XMOS xCORE is actually a pretty interesting architecture that packs a lot of power.
It is just that there range of applications is a bit niche, they are too big, complex and power hungry to be a MCU replacement while they don't quite have the throughput of FPGAs. They tend to shine the most when you need weird interfaces at moderate data rates. This could be a fitting use for it.
I think that is a little harsh; they are much more than "weird interfaces"
They certainly aren't FPGAs and won't replace them, but they are a half-way house between conventional MCUs and FPGAs. They have the advantages of both, within their fundamental constraints.
I sure as hell hope they won't be the final answer to hard realtime and parallel computation - we need better. But they sure as hell are a good way of making people realise the limitations of conventional MCUs and languages.
But you can also get around the cache timing issues on modern MCUs. Most of them are ARM and it can execute code from anywhere, so you can just put a ISR into RAM closest to the CPU and that one typically runs at the same clock speed as the CPU so there is no latency variability. But yeah not when you have to watch for multiple pulses, timer peripherals are there for a reason.
That can be part of the solution, but with limitations.
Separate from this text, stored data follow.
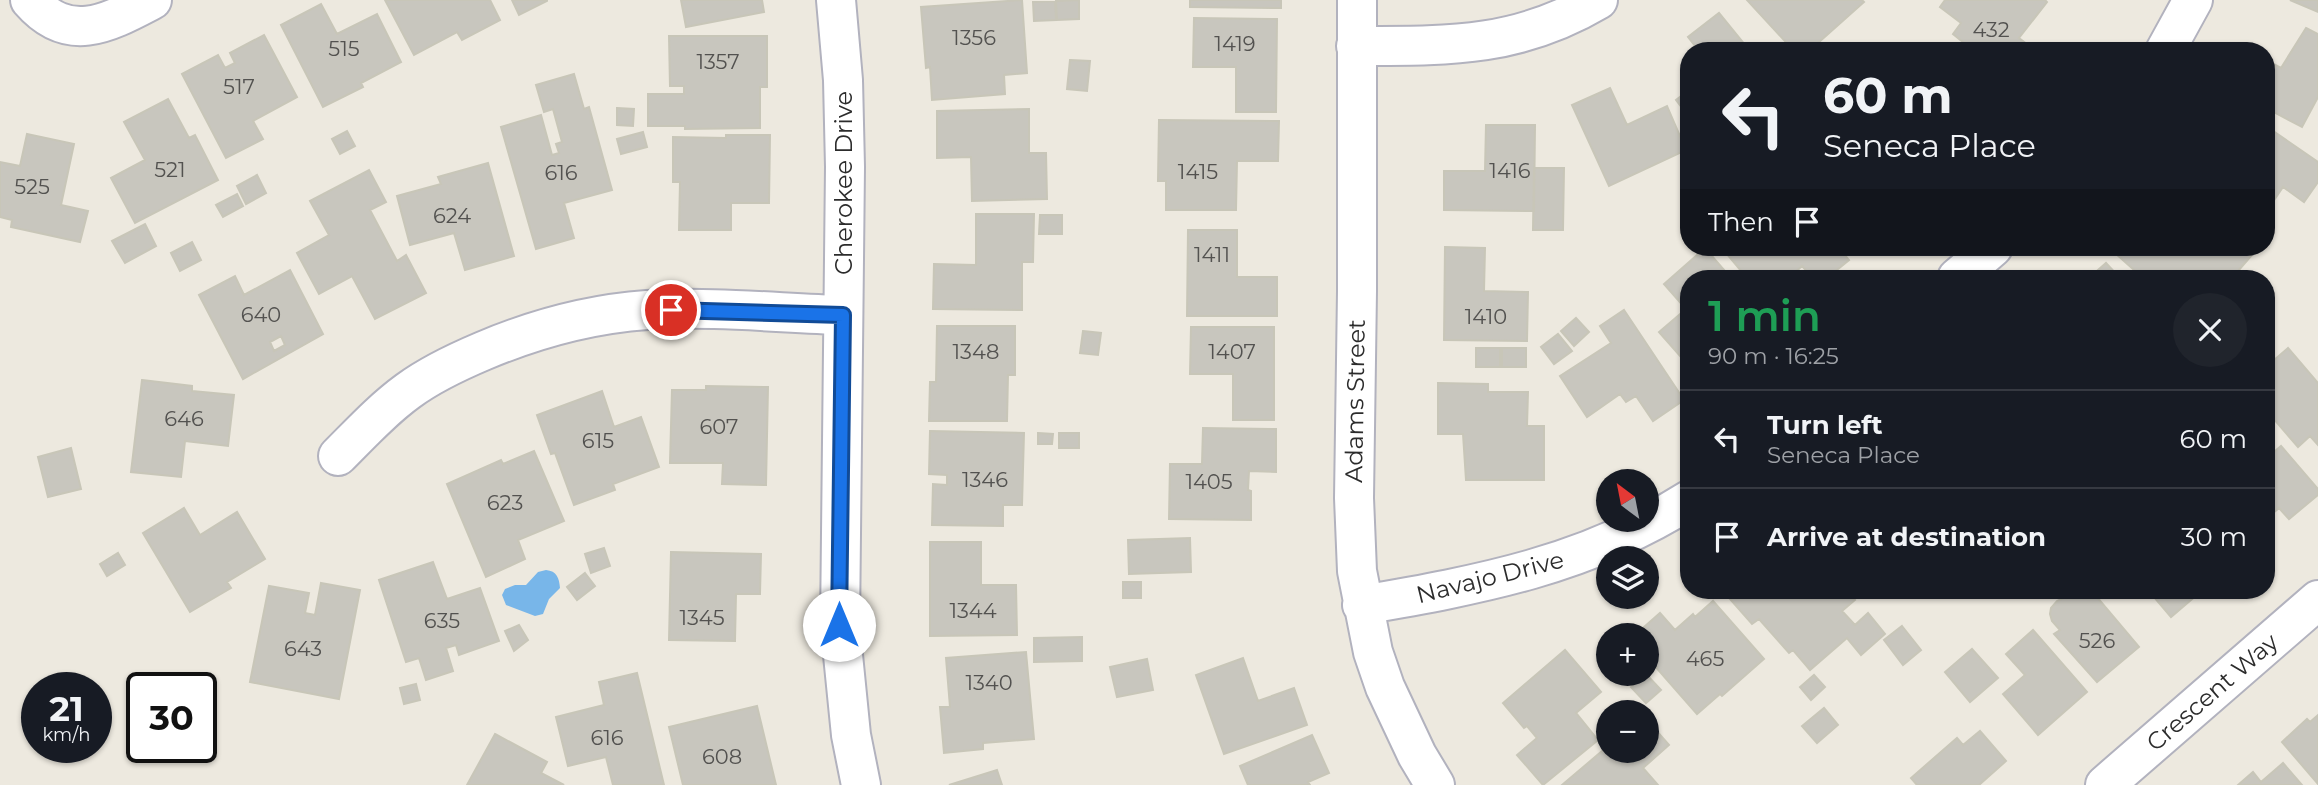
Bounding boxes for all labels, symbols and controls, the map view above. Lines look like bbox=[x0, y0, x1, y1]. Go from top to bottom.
house number: 432 bbox=[1972, 17, 2010, 42]
house number: 1356 bbox=[952, 25, 996, 50]
house number: 1419 bbox=[1214, 31, 1256, 56]
house number: 515 bbox=[328, 36, 360, 61]
house number: 1357 bbox=[696, 49, 740, 74]
text: 60 m bbox=[1823, 66, 1953, 125]
icon: left bbox=[1708, 70, 1799, 161]
house number: 517 bbox=[223, 74, 255, 99]
street label: Cherokee Drive bbox=[829, 91, 858, 275]
text: Seneca Place bbox=[1823, 126, 2036, 165]
house number: 521 bbox=[154, 157, 186, 182]
house number: 1416 bbox=[1489, 158, 1531, 183]
house number: 1415 bbox=[1178, 159, 1218, 184]
house number: 616 bbox=[544, 160, 578, 185]
house number: 525 bbox=[14, 174, 50, 199]
house number: 624 bbox=[433, 203, 471, 228]
icon: arrive bbox=[1788, 203, 1826, 241]
text: Then bbox=[1708, 206, 1774, 238]
house number: 1411 bbox=[1194, 242, 1230, 267]
pin bbox=[641, 280, 701, 340]
text: 1 min bbox=[1708, 290, 1821, 342]
icon: arrive bbox=[652, 291, 690, 329]
button: close bbox=[2173, 293, 2247, 367]
house number: 640 bbox=[241, 302, 281, 327]
house number: 1410 bbox=[1465, 304, 1507, 329]
street label: Adams Street bbox=[1339, 319, 1371, 483]
house number: 1348 bbox=[953, 339, 999, 364]
house number: 1407 bbox=[1208, 339, 1256, 364]
text: 90 m · 16:25 bbox=[1708, 342, 1839, 370]
house number: 646 bbox=[164, 406, 204, 431]
text: Turn left bbox=[1767, 409, 1883, 441]
house number: 607 bbox=[700, 414, 738, 439]
icon: left bbox=[1708, 420, 1746, 458]
text: 60 m bbox=[2180, 423, 2247, 455]
house number: 615 bbox=[582, 428, 614, 453]
text: Seneca Place bbox=[1767, 441, 1920, 469]
house number: 1346 bbox=[962, 467, 1008, 492]
house number: 1405 bbox=[1185, 469, 1233, 494]
north arrow bbox=[1596, 469, 1659, 532]
map controls bbox=[1596, 469, 1659, 763]
house number: 623 bbox=[487, 490, 523, 515]
icon: arrive bbox=[1708, 518, 1746, 556]
text: Arrive at destination bbox=[1767, 521, 2046, 553]
text: 30 m bbox=[2181, 521, 2247, 553]
street label: Navajo Drive bbox=[1413, 545, 1567, 609]
button: layers bbox=[1596, 546, 1659, 609]
position arrow bbox=[802, 588, 876, 662]
house number: 1344 bbox=[949, 598, 997, 623]
house number: 1345 bbox=[679, 605, 725, 630]
house number: 635 bbox=[424, 608, 460, 633]
button: + bbox=[1596, 623, 1659, 686]
street label: Crescent Way bbox=[2140, 627, 2284, 757]
house number: 526 bbox=[2079, 628, 2115, 653]
house number: 643 bbox=[284, 636, 322, 661]
house number: 465 bbox=[1686, 646, 1724, 671]
house number: 1340 bbox=[965, 670, 1013, 695]
speed limit sign: 30 bbox=[126, 672, 217, 763]
text: 21 bbox=[49, 687, 84, 730]
button: − bbox=[1596, 700, 1659, 763]
text: km/h bbox=[42, 724, 91, 746]
house number: 616 bbox=[590, 725, 624, 750]
house number: 608 bbox=[702, 744, 742, 769]

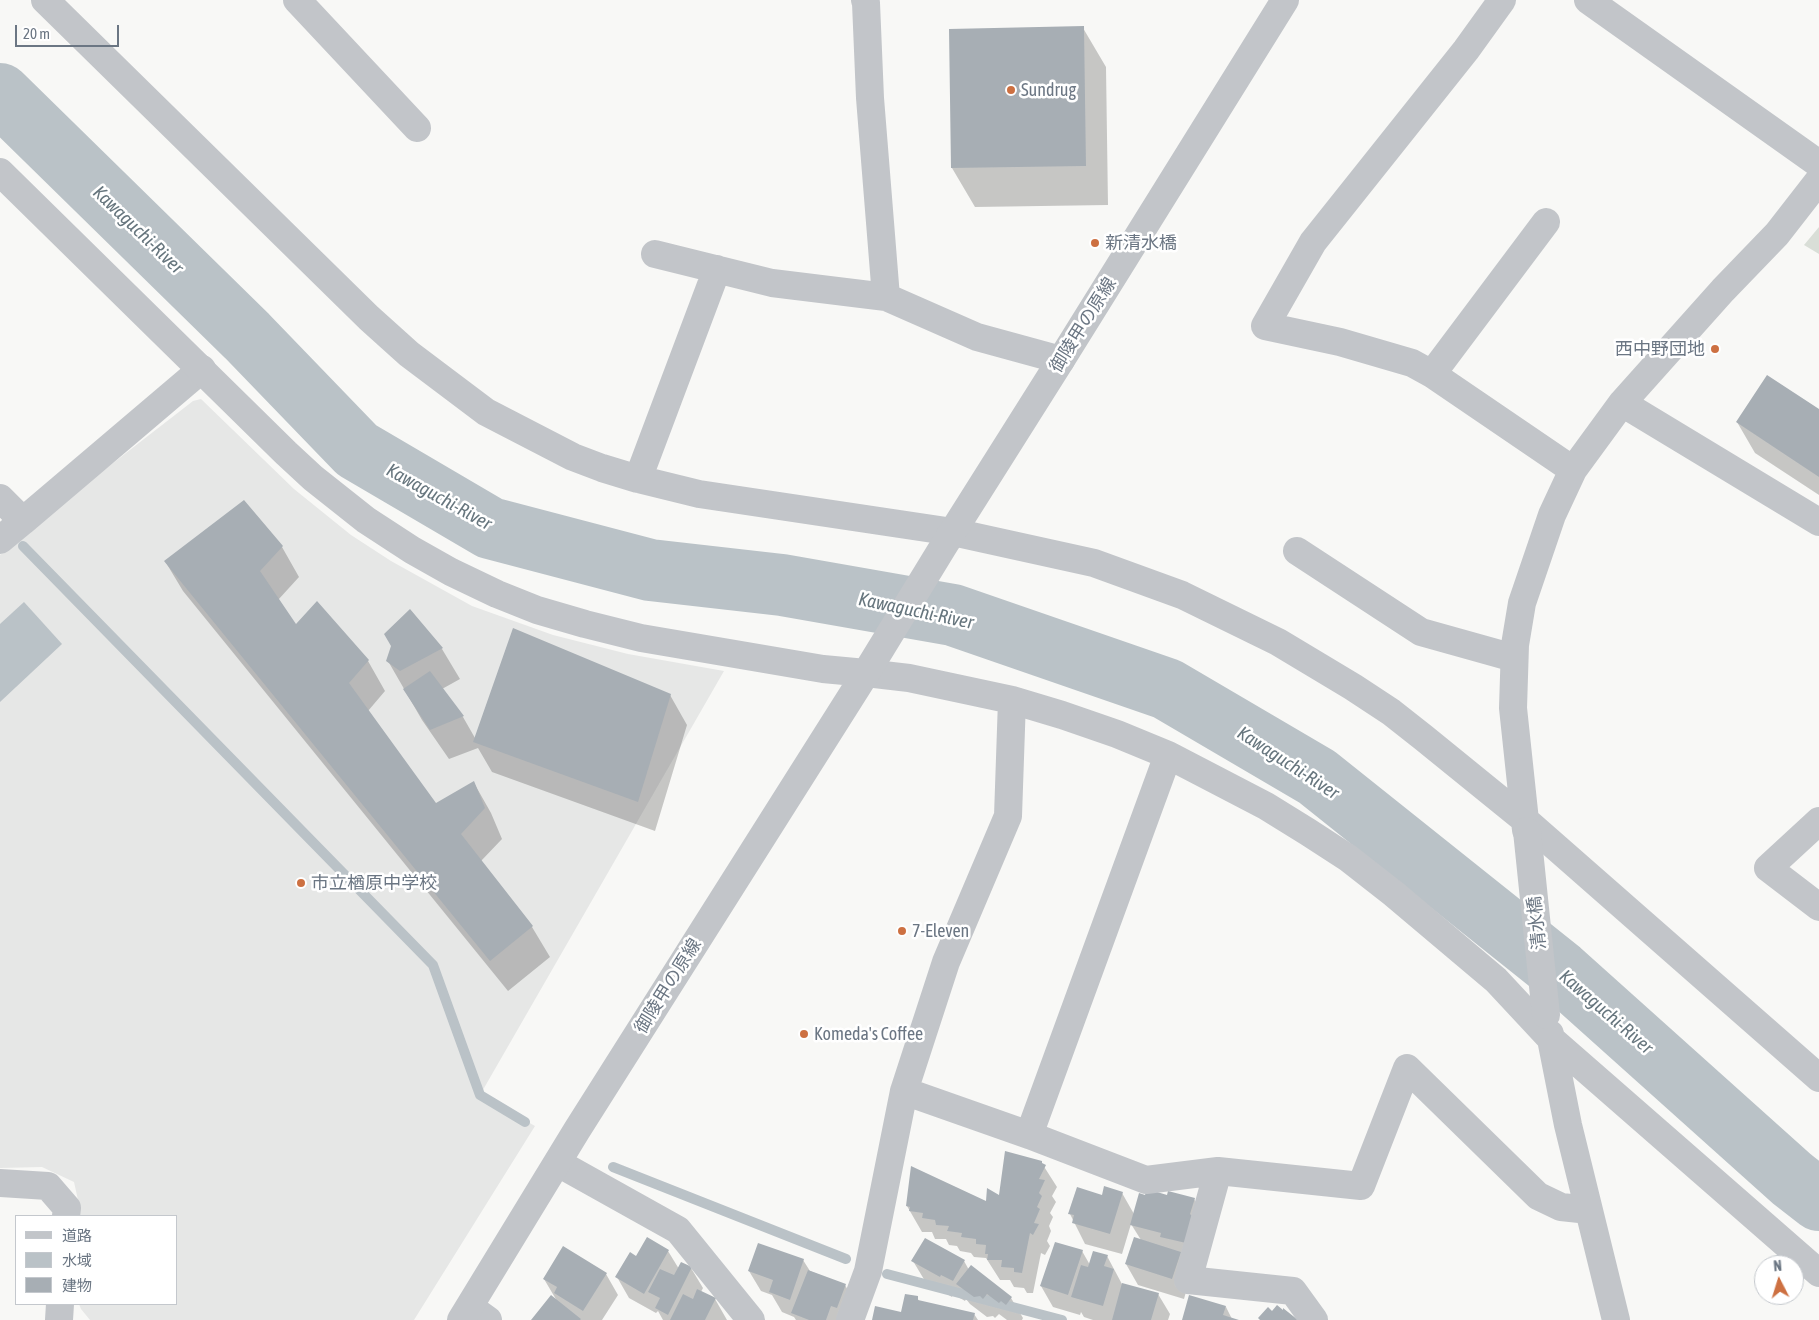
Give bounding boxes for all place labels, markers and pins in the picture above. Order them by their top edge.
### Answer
place label: Sundrug [1021,79,1076,101]
marker: Sundrug [1005,84,1017,96]
place label: 新清水橋 [1105,232,1177,254]
marker: 新清水橋 [1089,237,1101,249]
place label: 西中野団地 [1615,338,1705,360]
marker: 西中野団地 [1709,343,1721,355]
place label: 市立楢原中学校 [311,872,437,894]
marker: 市立楢原中学校 [295,877,307,889]
place label: 7-Eleven [912,920,969,942]
marker: 7-Eleven [896,925,908,937]
place label: Komeda's Coffee [814,1023,923,1045]
marker: Komeda's Coffee [798,1028,810,1040]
There is no way in hell that an off-the-shelf toolchain can accurately
predict that multiple i/o operations and processing are
guaranteed to complete on time. You might be able to
infer part of those guarantees from the design architecture and implementation, but such inferences will require a lot of manual intervention and faith you haven't missed something.
Notable points about the xCORE ecosystem is the extremely competent way in which the hardware supports parallel operation and timing guarantees, the language
concepts support parallel computation, and the language
details support timely interaction with hardware. In comparison, C on conventional MCUs is stone-age technology!
As someone that has long been frustrated by the needless, false and damaging division between "hardware" and "software", the xCORE hardware/software/toolchain ecosystem beautifully blurs the distinctions - and shows what is possible.